Today's the day – at 12:30pm chancellor George Osborne will get to his feet in the Commons and unveil his Comprehensive Spending Review, setting out the government's plans for departmental spending over the next five years. The CSR will undoubtedly have massive implications for the size and shape of the civil service, the role of the state, and the future of public service delivery. We'll also be getting the latest fiscal picture in the Autumn Statement – which could see another shift in the chancellor's deficit reduction strategy – as well as independent scrutiny of the public finances from the Office for Budget Responsibility.
While the chancellor has saved most of the big announcements for today, there have been a number of significant developments ahead of the Spending Review. Here's a quick roundup of some of the big pre-Spending Review stories CSW has covered recently:
Analysis and opinion
Since the announcement of the Spending Review, CSW's team of expert columnists have been analysing what today's announcement is likely to mean for the civil service workforce and the future of public services – and asking whether the Treasury could have gone about the process in a better way.
We'll have more in-depth reaction this afternoon – but here's a selection of some of the columns we've commissioned in recent months.
Peter Riddell, the Institute for Government: "There will be tricky trade-offs. But the indicated shift in relative pay between the public and private sectors may reduce the attractiveness of working in the civil service, affecting both recruitment and retention. And the really tough news for the civil service will come in the autumn."
Josie Cluer, former BIS special adviser, now at Moorhouse consulting: "The challenge of achieving 25%-40% savings in unprotected departments is daunting. But, by transforming services – by understanding service users, harnessing the power of technology, and working across government both nationally and locally to integrate services – significant improvements can be achieved, at the same time as reducing costs."
Jane Dudman, CSW columnist: "What would the chancellor need, if he were putting together a truly democratic, evidence-led budget for the next four years? First, he’d want excellent information about the state of current public services and about the impact of potential cuts on those services. A private business of comparable size would give as much data as possible to its most senior managers, to enable them to assess competing priorities for the business."
Naomi Cooke, the FDA union: "Cuts are being called for and doubtless cuts will be imposed, but at what price?
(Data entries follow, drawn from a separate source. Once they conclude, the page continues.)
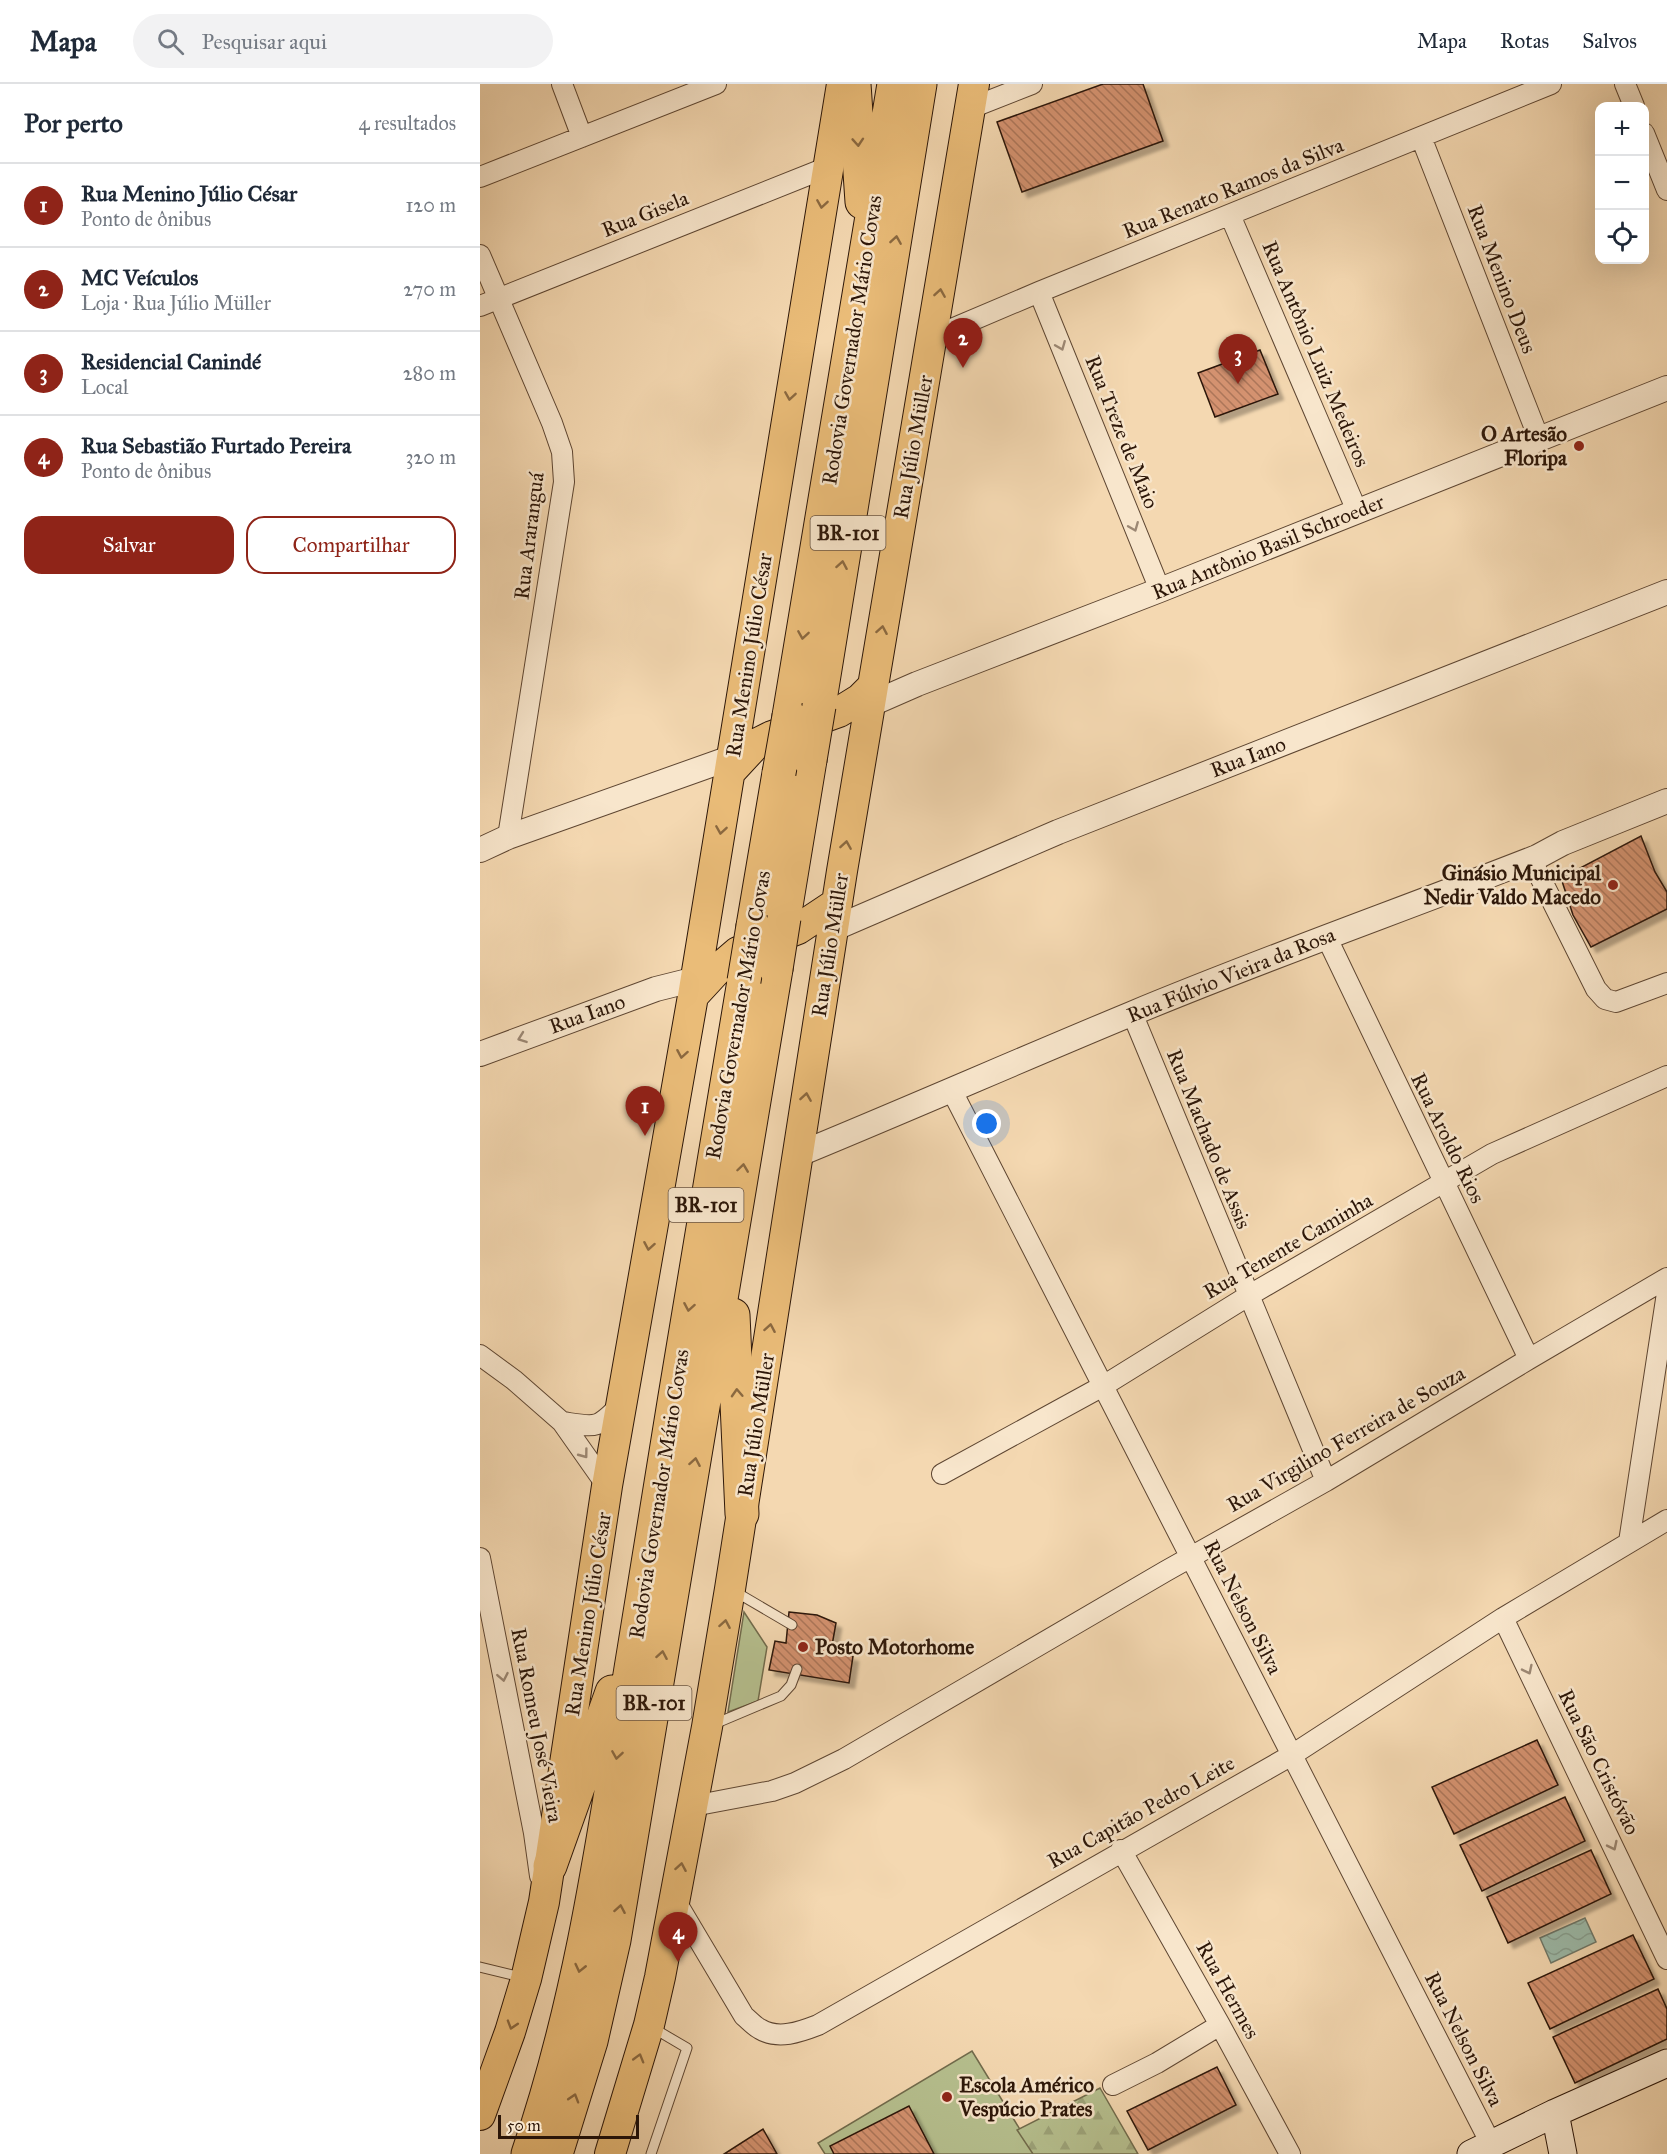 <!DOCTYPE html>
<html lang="pt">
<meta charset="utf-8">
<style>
body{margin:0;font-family:"IM FELL Great Primer",serif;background:#f2f2f3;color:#1f2937}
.controls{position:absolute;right:18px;top:18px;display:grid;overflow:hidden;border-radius:12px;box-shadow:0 6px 24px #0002}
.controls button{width:54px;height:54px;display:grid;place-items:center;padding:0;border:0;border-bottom:2px solid #e0e1e3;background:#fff;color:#1f2937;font:30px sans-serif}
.scale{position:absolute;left:18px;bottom:15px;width:141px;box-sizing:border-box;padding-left:6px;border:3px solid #2c1608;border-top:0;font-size:16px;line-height:21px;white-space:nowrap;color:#2c1608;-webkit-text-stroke:4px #f8e6cc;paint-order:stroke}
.you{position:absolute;left:507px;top:1040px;width:21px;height:21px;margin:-15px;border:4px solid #fff;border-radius:50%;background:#1a73e8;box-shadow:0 0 0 9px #1a73e833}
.badge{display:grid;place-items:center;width:39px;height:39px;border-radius:50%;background:#8f2418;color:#fff;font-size:20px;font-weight:700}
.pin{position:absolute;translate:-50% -50px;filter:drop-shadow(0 2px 3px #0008)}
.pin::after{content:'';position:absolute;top:32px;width:21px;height:18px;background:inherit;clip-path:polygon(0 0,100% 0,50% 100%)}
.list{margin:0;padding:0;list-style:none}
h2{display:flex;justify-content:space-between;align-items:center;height:78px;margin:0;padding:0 24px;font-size:26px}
h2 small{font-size:20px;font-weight:400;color:#747a83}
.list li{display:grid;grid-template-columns:39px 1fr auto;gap:18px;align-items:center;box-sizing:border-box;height:84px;padding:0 24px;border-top:2px solid #e0e1e3}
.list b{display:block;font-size:22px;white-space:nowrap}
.list p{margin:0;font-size:20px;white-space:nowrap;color:#747a83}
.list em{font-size:20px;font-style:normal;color:#747a83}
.actions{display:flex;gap:12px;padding:18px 24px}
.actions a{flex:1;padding:14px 0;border:2px solid #8f2418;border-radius:18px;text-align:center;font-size:21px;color:#8f2418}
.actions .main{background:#8f2418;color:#fff}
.icon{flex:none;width:33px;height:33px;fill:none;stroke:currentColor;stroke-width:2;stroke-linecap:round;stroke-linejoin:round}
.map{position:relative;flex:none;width:1187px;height:2070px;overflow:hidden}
header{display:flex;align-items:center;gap:36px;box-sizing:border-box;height:84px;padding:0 30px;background:#fff;border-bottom:2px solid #e0e1e3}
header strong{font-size:28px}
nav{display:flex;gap:33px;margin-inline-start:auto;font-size:21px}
.search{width:420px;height:54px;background:#f2f2f3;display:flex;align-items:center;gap:15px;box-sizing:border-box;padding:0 21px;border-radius:33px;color:#747a83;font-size:22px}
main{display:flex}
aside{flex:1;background:#fff}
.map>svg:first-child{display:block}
.green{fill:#b6c08f;stroke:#716b4c;stroke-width:1.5}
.forest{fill:url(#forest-firs);stroke:#716b4c;stroke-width:1.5}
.water{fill:url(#water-waves);stroke:#6f7869;stroke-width:1.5}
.building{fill:url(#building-back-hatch);stroke:#2c1608;stroke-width:1.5;filter:url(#shadow)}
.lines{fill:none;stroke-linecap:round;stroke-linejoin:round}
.service-casing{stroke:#5e4632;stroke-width:11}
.minor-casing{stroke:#5e4632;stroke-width:22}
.tertiary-casing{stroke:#5e4632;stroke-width:26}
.secondary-casing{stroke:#2c1608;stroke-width:29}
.primary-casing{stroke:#2c1608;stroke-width:32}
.motorway-casing{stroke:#2c1608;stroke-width:35}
.service{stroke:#f8e6cc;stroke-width:9}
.minor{stroke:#f8e6cc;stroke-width:20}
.tertiary{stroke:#f8e6cc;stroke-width:24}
.secondary{stroke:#f8e6cc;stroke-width:27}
.primary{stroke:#eabc78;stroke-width:30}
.motorway{stroke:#eabc78;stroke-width:33}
.motorway-bridge-casing{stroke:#2c1608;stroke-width:35;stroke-linecap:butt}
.motorway-bridge{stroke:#eabc78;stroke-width:33}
.oneway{stroke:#8b6940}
.oneway2{stroke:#9c8874}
.poi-dot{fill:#8f2418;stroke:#f8e6cc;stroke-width:2}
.labels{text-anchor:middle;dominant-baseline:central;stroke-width:5;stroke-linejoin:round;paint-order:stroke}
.shield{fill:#f8e6cc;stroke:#695443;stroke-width:1.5}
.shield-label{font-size:20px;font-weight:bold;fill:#2c1608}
.street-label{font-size:21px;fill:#2c1608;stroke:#f8e6cc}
.poi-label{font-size:21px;font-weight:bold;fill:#2c1608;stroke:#f8e6cc;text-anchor:end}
</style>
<header>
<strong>Mapa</strong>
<div class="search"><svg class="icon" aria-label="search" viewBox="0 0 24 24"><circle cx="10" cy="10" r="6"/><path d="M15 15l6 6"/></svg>Pesquisar aqui</div>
<nav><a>Mapa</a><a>Rotas</a><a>Salvos</a></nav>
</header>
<main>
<aside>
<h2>Por perto<small>4 resultados</small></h2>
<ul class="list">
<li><span class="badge">1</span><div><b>Rua Menino Júlio César</b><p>Ponto de ônibus</p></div><em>120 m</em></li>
<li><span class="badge">2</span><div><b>MC Veículos</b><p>Loja · Rua Júlio Müller</p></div><em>270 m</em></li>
<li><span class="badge">3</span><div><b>Residencial Canindé</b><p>Local</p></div><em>280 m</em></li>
<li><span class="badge">4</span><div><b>Rua Sebastião Furtado Pereira</b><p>Ponto de ônibus</p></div><em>320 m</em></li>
</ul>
<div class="actions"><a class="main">Salvar</a><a>Compartilhar</a></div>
</aside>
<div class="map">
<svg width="1187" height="2070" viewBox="0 0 1187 2070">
<defs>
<pattern id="forest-firs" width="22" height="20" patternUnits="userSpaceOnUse" patternTransform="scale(1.5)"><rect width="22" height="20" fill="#b6c08f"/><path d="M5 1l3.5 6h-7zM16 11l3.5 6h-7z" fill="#9da47a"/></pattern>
<pattern id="water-waves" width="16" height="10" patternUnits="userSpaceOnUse" patternTransform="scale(1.5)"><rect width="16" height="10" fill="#9cbaa9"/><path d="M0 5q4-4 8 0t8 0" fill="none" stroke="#879f90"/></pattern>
<pattern id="building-back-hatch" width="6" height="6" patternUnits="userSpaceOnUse" patternTransform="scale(1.5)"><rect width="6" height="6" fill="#d49270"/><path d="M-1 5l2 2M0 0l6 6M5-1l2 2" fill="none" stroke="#ac765a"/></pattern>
<filter id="shadow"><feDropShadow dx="5.5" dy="5.5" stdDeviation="1.5" flood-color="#0004"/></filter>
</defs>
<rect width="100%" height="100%" fill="#f4d8b1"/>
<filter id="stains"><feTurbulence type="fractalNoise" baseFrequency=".00333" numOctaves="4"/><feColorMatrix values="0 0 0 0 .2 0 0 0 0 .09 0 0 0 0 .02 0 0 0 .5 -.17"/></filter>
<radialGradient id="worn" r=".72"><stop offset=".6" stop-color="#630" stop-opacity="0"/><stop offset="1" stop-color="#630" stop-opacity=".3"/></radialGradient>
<path class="green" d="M264,1528l23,35 -9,54 -30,11z
M492,1967l63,103h-210l-7,-11z"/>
<path class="forest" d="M620,2004l38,66h-105l-16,-24z"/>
<path class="water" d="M1105,1834l11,24 -45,21 -11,-25z"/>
<path class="building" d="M623,0h40l20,57 -141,51 -25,-70z
M780,266l18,44 -63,23 -17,-44z
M1161,752l14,36 12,20v17l-76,38 -18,-32 -12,-37z
M309,1528l28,3 19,8 -5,28 22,5 -4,27 -80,-13 6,-29 11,2z
M1057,1656l21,45 -104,49 -22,-47z
M1085,1713l20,44 -103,50 -22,-46z
M1111,1766l20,44 -103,49 -21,-46z
M1153,1851l21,44 -104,50 -22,-46z
M1178,1905l9,20v30l-92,44 -22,-46z
M737,1983l19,38 -88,45 -21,-39z
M429,2022l25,48h-100l-4,-8z
M283,2045l14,25h-53z"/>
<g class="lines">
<g class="service-casing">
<path id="service" d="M254,1507l58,34
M232,1641l69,-29 10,-11 6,-16
M0,1883l41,10
M171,2070l36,-106 -34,-20"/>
</g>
<g class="minor-casing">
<path id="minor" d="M82,0l20,53
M1145,0l9,22
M491,24l61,-24
M1164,49l23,57
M941,53l118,302
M0,93l236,-93
M750,131l127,296
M0,171l72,168 10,29 2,30 -56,355
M559,208l121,298
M0,222l348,-139
M453,253l106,-45 512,-208
M1051,775l65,130 9,10 11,3 51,-19
M846,852l203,423
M652,929l194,468
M472,1007l539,1053
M0,1271l34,25 48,42 45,64
M82,1338c34,5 35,8 59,-18
M462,1390l161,-88 145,-90 244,-142 175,-78
M1149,1458l38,-249
M0,1474l54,275 6,43
M1023,1534l164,341
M213,1722l79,-15 23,-8 49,-24 322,-188 160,-90 203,-122 138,-81
M641,1766l99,175 70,129
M195,1816l69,116c5,4 10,10 16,13 18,11 40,3 58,-4l474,-270 211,-137 164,-98
M633,2001l44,-22 63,-38"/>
</g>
<g class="tertiary-casing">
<path id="tertiary" d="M389,621l48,-21 243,-94 507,-202
M0,766l28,-13 225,-80
M353,845l225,-97 609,-240
M0,970l176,-65 40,-10
M317,1071c112,-46 223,-95 334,-141 134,-56 271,-104 406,-157l26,-14 104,-42"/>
</g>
<g class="secondary-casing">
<path id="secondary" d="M1075,2029l8,41
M991,2070l84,-41 112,-50"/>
</g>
<g class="primary-casing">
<path id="primary" d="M250,688l26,-28 16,-8 67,-24 21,-13 12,-12
M213,912l24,-26 21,-18 60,-23 39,-26
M0,2031l30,-83 16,-53 18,-77 63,-416 86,-490 149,-912
M130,2070l39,-129 11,-48 47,-250 23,-138 112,-718 132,-787"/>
</g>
<g class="motorway-casing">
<path id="motorway" d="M374,0l8,118
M339,622l101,-622
M309,632l105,-632
M304,834l26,-158
M273,842l26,-153
M253,1231l9,199
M70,1782l62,-174
M48,2070c56,-163 78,-334 106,-504 36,-223 72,-447 110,-669
M76,2070l35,-113 23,-101 162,-971"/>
</g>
<use href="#service" class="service"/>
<use href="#minor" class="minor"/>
<use href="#tertiary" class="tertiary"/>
<use href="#secondary" class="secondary"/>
<use href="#primary" class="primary"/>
<use href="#motorway" class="motorway"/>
<g class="motorway-bridge-casing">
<path id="motorway-bridge" d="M330,676l9,-54
M299,689l10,-57
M296,885l8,-51
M264,897l9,-55"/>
</g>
<use href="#motorway-bridge" class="motorway-bridge"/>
</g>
<defs><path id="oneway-chevron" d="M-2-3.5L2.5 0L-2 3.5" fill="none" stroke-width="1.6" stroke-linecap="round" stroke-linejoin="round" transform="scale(1.5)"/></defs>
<g class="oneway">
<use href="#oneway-chevron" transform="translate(378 58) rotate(86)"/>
<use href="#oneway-chevron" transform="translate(342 120) rotate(99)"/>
<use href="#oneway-chevron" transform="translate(416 156) rotate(-81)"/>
<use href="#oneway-chevron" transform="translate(460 209) rotate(-81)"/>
<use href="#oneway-chevron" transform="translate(310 312) rotate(99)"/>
<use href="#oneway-chevron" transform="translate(362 481) rotate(-80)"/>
<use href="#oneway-chevron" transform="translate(402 546) rotate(-80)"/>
<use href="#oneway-chevron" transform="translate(323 551) rotate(99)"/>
<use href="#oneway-chevron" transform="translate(241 746) rotate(99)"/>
<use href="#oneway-chevron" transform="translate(366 761) rotate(-81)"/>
<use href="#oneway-chevron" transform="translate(202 970) rotate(100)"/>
<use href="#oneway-chevron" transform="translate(326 1013) rotate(-81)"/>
<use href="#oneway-chevron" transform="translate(263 1084) rotate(-82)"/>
<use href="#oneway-chevron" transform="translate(169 1162) rotate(100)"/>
<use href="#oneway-chevron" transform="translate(209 1223) rotate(100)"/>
<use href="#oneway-chevron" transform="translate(290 1244) rotate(-80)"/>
<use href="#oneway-chevron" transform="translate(257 1309) rotate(-93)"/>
<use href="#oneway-chevron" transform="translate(215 1378) rotate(-80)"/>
<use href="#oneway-chevron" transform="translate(245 1540) rotate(-80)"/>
<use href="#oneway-chevron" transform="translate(182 1571) rotate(-80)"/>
<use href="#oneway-chevron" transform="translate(137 1671) rotate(99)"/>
<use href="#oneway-chevron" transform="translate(201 1783) rotate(-80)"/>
<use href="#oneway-chevron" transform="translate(140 1825) rotate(-80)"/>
<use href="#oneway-chevron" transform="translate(100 1884) rotate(103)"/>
<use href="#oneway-chevron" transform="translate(32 1941) rotate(107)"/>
<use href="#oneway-chevron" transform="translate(159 1974) rotate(-74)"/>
<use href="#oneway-chevron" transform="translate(94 2014) rotate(-73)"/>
</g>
<g class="oneway2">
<use href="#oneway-chevron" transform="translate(581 262) rotate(68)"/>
<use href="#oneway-chevron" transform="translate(654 443) rotate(68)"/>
<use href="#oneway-chevron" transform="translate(42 954) rotate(160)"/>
<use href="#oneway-chevron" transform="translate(104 1370) rotate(53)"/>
<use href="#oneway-chevron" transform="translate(1048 1586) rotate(64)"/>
<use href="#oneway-chevron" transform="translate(23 1593) rotate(79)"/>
<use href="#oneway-chevron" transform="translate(1133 1762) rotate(64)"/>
</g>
<g class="poi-dot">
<circle cx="1099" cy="362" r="6"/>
<circle cx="1133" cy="801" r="6"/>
<circle cx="323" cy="1563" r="6"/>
<circle cx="467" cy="2013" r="6"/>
</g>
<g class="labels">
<g class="shield">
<rect x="330.5" y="432" width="75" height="34" rx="4.5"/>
<rect x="188.5" y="1104" width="75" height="34" rx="4.5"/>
<rect x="136.5" y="1602" width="75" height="34" rx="4.5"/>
</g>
<g class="shield-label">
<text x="368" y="449">BR-101</text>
<text x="226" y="1121">BR-101</text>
<text x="174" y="1619">BR-101</text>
</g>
<g class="street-label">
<text transform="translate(753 104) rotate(-22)">Rua Renato Ramos da Silva</text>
<text transform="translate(165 130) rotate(-22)">Rua Gisela</text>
<text transform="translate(1022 195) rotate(69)">Rua Menino Deus</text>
<text transform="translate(372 256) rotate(-81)">Rodovia Governador Mário Covas</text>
<text transform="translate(836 270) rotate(67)">Rua Antônio Luiz Medeiros</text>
<text transform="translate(642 348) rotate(68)">Rua Treze de Maio</text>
<text transform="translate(433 363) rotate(-80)">Rua Júlio Müller</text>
<text transform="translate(49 452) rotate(-83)">Rua Araranguá</text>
<text transform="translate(788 463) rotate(-22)">Rua Antônio Basil Schroeder</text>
<text transform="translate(269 571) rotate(-81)">Rua Menino Júlio César</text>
<text transform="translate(768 673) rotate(-21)">Rua Iano</text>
<text transform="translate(350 861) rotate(-81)">Rua Júlio Müller</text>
<text transform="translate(751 891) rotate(-22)">Rua Fúlvio Vieira da Rosa</text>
<text transform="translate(107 930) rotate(-20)">Rua Iano</text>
<text transform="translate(258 931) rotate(-80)">Rodovia Governador Mário Covas</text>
<text transform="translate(968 1054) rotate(64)">Rua Aroldo Rios</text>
<text transform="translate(729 1055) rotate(68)">Rua Machado de Assis</text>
<text transform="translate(808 1162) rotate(-30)">Rua Tenente Caminha</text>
<text transform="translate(276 1341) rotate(-81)">Rua Júlio Müller</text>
<text transform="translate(866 1355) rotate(-30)">Rua Virgilino Ferreira de Souza</text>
<text transform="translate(179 1410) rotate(-81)">Rodovia Governador Mário Covas</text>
<text transform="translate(763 1523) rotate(63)">Rua Nelson Silva</text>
<text transform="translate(108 1530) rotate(-81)">Rua Menino Júlio César</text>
<text transform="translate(57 1641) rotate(79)">Rua Romeu José Vieira</text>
<text transform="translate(1119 1678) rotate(64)">Rua São Cristóvão</text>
<text transform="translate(661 1728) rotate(-29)">Rua Capitão Pedro Leite</text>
<text transform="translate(748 1906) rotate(61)">Rua Hermes</text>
<text transform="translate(984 1955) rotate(63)">Rua Nelson Silva</text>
</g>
<g class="poi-label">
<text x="1087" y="350">O Artesão<tspan x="1087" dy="24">Floripa</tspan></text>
<text x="1121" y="789">Ginásio Municipal<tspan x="1121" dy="24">Nedir Valdo Macedo</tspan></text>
<text x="335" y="1563" text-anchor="start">Posto Motorhome</text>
<text x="479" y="2001" text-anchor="start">Escola Américo<tspan x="479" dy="24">Vespúcio Prates</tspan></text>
</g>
</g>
<rect width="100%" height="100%" filter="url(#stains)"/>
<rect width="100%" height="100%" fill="url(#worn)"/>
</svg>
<div class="controls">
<button>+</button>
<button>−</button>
<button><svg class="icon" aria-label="locate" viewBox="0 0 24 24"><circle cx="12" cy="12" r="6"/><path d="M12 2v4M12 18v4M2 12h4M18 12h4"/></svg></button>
</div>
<div class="scale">50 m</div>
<div class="you"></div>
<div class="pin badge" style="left:165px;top:1052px">1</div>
<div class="pin badge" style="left:483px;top:284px">2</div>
<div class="pin badge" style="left:758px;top:300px">3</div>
<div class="pin badge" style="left:198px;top:1878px">4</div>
</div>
</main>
Signs are there that the continuing onslaught of directives from HM Treasury – on pay, exit packages, departmental budgets – might be causing more costly problems than are being generated in atomised budget reductions."
Stian Westlake, Nesta: "The Treasury combines the roles of a finance ministry, a budgetary ministry, and an economics ministry. To put it another way, it is responsible for managing the government’s borrowing and the health of the wider financial system; for balancing the government’s books and approving spending; and for the growth of the wider economy. You would hard pushed to find a single ministry in any other rich country that combined these roles."
Dave Penman, the FDA union: "The Institute for Fiscal Studies estimates that a further four years of pay restraint “will take public sector pay levels well below their long-term average relative to pay in the private sector, and indeed well below anything seen since we can readily make comparisons back to the early 1990s”. Yet the government seems oblivious to the impact this will have over the longer term."
Rob Whiteman, CIPFA: "In continuing to duck the challenges of a more informed conversation and relying on an over simplified narrative of spending and cuts, government and all parties are collectively turning a blind eye to some uncomfortable problems."
Dr Joachim Wehner, LSE: "Without detailed spending plans for each department, subjected to careful parliamentary scrutiny and public debate, it will be difficult to safeguard the quality of expenditure over the coming years. The UK has a strong record in macro-fiscal transparency, but there is no room for complacency."
Garry Graham, Prospect union: "Five more years of austerity in our public services – where all the 'quick wins' and 'low hanging fruit' have already been banked or plucked – makes for a tough environment for those who devote their careers to working in the public interest."